■ What is being asked
What you return must match the data below exactly, minus any pictures.
───── Entries supplied ─────
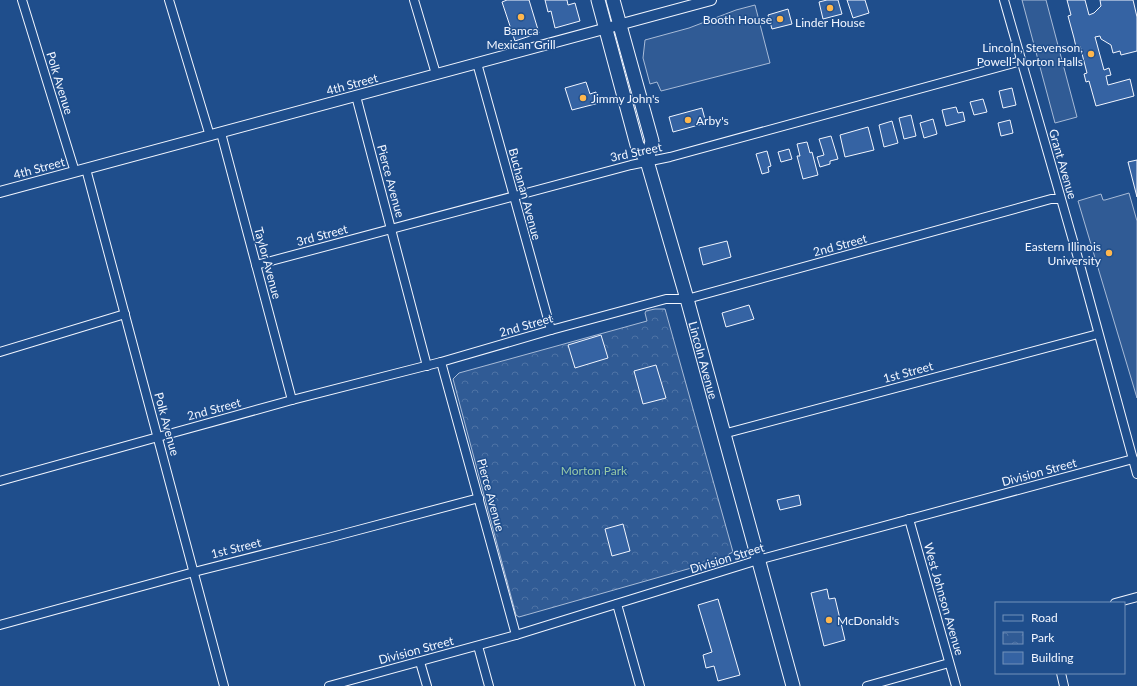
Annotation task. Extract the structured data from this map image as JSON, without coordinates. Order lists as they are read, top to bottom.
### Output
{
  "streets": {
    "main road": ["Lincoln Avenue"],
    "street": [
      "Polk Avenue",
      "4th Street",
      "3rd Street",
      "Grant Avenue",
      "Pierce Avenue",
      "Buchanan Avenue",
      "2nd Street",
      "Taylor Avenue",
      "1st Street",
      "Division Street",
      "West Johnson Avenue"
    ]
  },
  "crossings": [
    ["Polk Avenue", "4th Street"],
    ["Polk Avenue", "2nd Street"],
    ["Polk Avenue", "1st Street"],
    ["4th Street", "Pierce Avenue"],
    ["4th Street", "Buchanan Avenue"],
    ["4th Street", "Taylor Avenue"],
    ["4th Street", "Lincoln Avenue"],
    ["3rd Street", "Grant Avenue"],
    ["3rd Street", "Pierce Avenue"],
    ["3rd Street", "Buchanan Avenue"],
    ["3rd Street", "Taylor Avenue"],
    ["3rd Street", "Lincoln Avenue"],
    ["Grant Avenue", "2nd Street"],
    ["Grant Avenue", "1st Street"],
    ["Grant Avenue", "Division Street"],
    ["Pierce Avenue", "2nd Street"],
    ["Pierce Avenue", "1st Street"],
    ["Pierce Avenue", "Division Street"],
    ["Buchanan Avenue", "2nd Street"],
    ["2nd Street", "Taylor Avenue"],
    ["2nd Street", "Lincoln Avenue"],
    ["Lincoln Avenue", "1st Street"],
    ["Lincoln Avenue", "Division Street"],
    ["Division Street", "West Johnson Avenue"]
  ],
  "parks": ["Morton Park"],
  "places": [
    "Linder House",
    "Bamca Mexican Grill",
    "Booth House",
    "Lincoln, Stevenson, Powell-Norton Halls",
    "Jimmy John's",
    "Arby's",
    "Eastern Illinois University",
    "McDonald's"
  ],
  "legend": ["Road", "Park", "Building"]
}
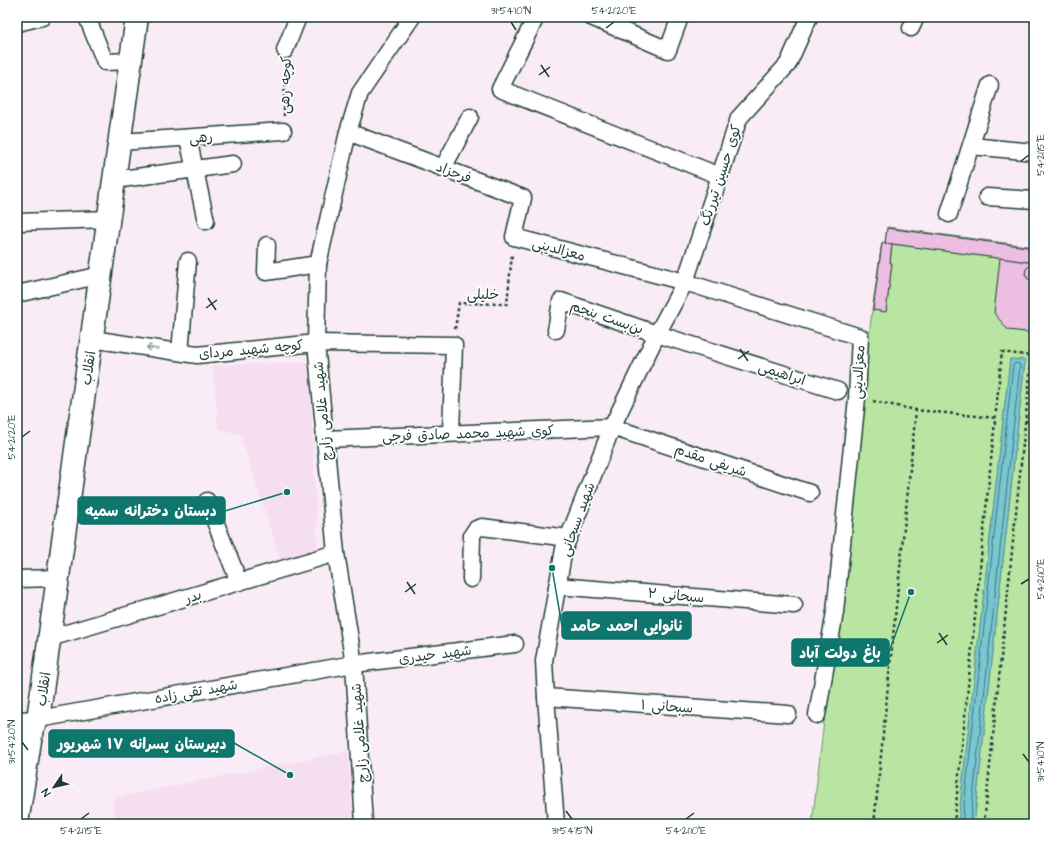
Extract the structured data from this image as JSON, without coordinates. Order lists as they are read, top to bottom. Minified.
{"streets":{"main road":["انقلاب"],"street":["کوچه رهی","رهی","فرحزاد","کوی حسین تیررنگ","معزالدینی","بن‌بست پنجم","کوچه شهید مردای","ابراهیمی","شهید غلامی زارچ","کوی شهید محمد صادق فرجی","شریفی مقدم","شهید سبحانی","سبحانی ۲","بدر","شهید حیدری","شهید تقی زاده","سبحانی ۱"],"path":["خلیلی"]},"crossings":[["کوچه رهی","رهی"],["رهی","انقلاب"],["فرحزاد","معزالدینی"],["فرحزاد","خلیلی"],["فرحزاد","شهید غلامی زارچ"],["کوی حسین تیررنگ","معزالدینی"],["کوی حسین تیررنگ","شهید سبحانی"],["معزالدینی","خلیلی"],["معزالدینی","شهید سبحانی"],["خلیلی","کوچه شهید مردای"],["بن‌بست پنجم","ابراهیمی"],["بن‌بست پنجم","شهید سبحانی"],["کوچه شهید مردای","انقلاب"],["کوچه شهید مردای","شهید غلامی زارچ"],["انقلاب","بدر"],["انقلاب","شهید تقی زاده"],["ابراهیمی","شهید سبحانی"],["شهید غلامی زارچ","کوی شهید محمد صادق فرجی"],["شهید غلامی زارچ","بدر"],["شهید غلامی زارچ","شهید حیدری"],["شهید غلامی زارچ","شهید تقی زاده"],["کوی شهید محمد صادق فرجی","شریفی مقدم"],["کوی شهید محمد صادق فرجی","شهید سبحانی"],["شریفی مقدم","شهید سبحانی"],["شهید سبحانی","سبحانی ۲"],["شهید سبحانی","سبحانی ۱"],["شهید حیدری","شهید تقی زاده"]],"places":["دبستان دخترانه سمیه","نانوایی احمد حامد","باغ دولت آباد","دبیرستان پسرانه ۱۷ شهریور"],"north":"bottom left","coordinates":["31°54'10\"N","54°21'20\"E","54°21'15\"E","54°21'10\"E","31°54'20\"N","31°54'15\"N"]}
─────
■ Task response
Annotation task. Extract the structured data from this map image as JSON, without coordinates. Order lists as they are read, top to bottom.
### Output
{
  "streets": {
    "main road": ["Lincoln Avenue"],
    "street": [
      "Polk Avenue",
      "4th Street",
      "3rd Street",
      "Grant Avenue",
      "Pierce Avenue",
      "Buchanan Avenue",
      "2nd Street",
      "Taylor Avenue",
      "1st Street",
      "Division Street",
      "West Johnson Avenue"
    ]
  },
  "crossings": [
    ["Polk Avenue", "4th Street"],
    ["Polk Avenue", "2nd Street"],
    ["Polk Avenue", "1st Street"],
    ["4th Street", "Pierce Avenue"],
    ["4th Street", "Buchanan Avenue"],
    ["4th Street", "Taylor Avenue"],
    ["4th Street", "Lincoln Avenue"],
    ["3rd Street", "Grant Avenue"],
    ["3rd Street", "Pierce Avenue"],
    ["3rd Street", "Buchanan Avenue"],
    ["3rd Street", "Taylor Avenue"],
    ["3rd Street", "Lincoln Avenue"],
    ["Grant Avenue", "2nd Street"],
    ["Grant Avenue", "1st Street"],
    ["Grant Avenue", "Division Street"],
    ["Pierce Avenue", "2nd Street"],
    ["Pierce Avenue", "1st Street"],
    ["Pierce Avenue", "Division Street"],
    ["Buchanan Avenue", "2nd Street"],
    ["2nd Street", "Taylor Avenue"],
    ["2nd Street", "Lincoln Avenue"],
    ["Lincoln Avenue", "1st Street"],
    ["Lincoln Avenue", "Division Street"],
    ["Division Street", "West Johnson Avenue"]
  ],
  "parks": ["Morton Park"],
  "places": [
    "Linder House",
    "Bamca Mexican Grill",
    "Booth House",
    "Lincoln, Stevenson, Powell-Norton Halls",
    "Jimmy John's",
    "Arby's",
    "Eastern Illinois University",
    "McDonald's"
  ],
  "legend": ["Road", "Park", "Building"]
}
Extract the structured data from this image as JSON, without coordinates. Order lists as they are read, top to bottom. Minified.
{"streets":{"main road":["انقلاب"],"street":["کوچه رهی","رهی","فرحزاد","کوی حسین تیررنگ","معزالدینی","بن‌بست پنجم","کوچه شهید مردای","ابراهیمی","شهید غلامی زارچ","کوی شهید محمد صادق فرجی","شریفی مقدم","شهید سبحانی","سبحانی ۲","بدر","شهید حیدری","شهید تقی زاده","سبحانی ۱"],"path":["خلیلی"]},"crossings":[["کوچه رهی","رهی"],["رهی","انقلاب"],["فرحزاد","معزالدینی"],["فرحزاد","خلیلی"],["فرحزاد","شهید غلامی زارچ"],["کوی حسین تیررنگ","معزالدینی"],["کوی حسین تیررنگ","شهید سبحانی"],["معزالدینی","خلیلی"],["معزالدینی","شهید سبحانی"],["خلیلی","کوچه شهید مردای"],["بن‌بست پنجم","ابراهیمی"],["بن‌بست پنجم","شهید سبحانی"],["کوچه شهید مردای","انقلاب"],["کوچه شهید مردای","شهید غلامی زارچ"],["انقلاب","بدر"],["انقلاب","شهید تقی زاده"],["ابراهیمی","شهید سبحانی"],["شهید غلامی زارچ","کوی شهید محمد صادق فرجی"],["شهید غلامی زارچ","بدر"],["شهید غلامی زارچ","شهید حیدری"],["شهید غلامی زارچ","شهید تقی زاده"],["کوی شهید محمد صادق فرجی","شریفی مقدم"],["کوی شهید محمد صادق فرجی","شهید سبحانی"],["شریفی مقدم","شهید سبحانی"],["شهید سبحانی","سبحانی ۲"],["شهید سبحانی","سبحانی ۱"],["شهید حیدری","شهید تقی زاده"]],"places":["دبستان دخترانه سمیه","نانوایی احمد حامد","باغ دولت آباد","دبیرستان پسرانه ۱۷ شهریور"],"north":"bottom left","coordinates":["31°54'10\"N","54°21'20\"E","54°21'15\"E","54°21'10\"E","31°54'20\"N","31°54'15\"N"]}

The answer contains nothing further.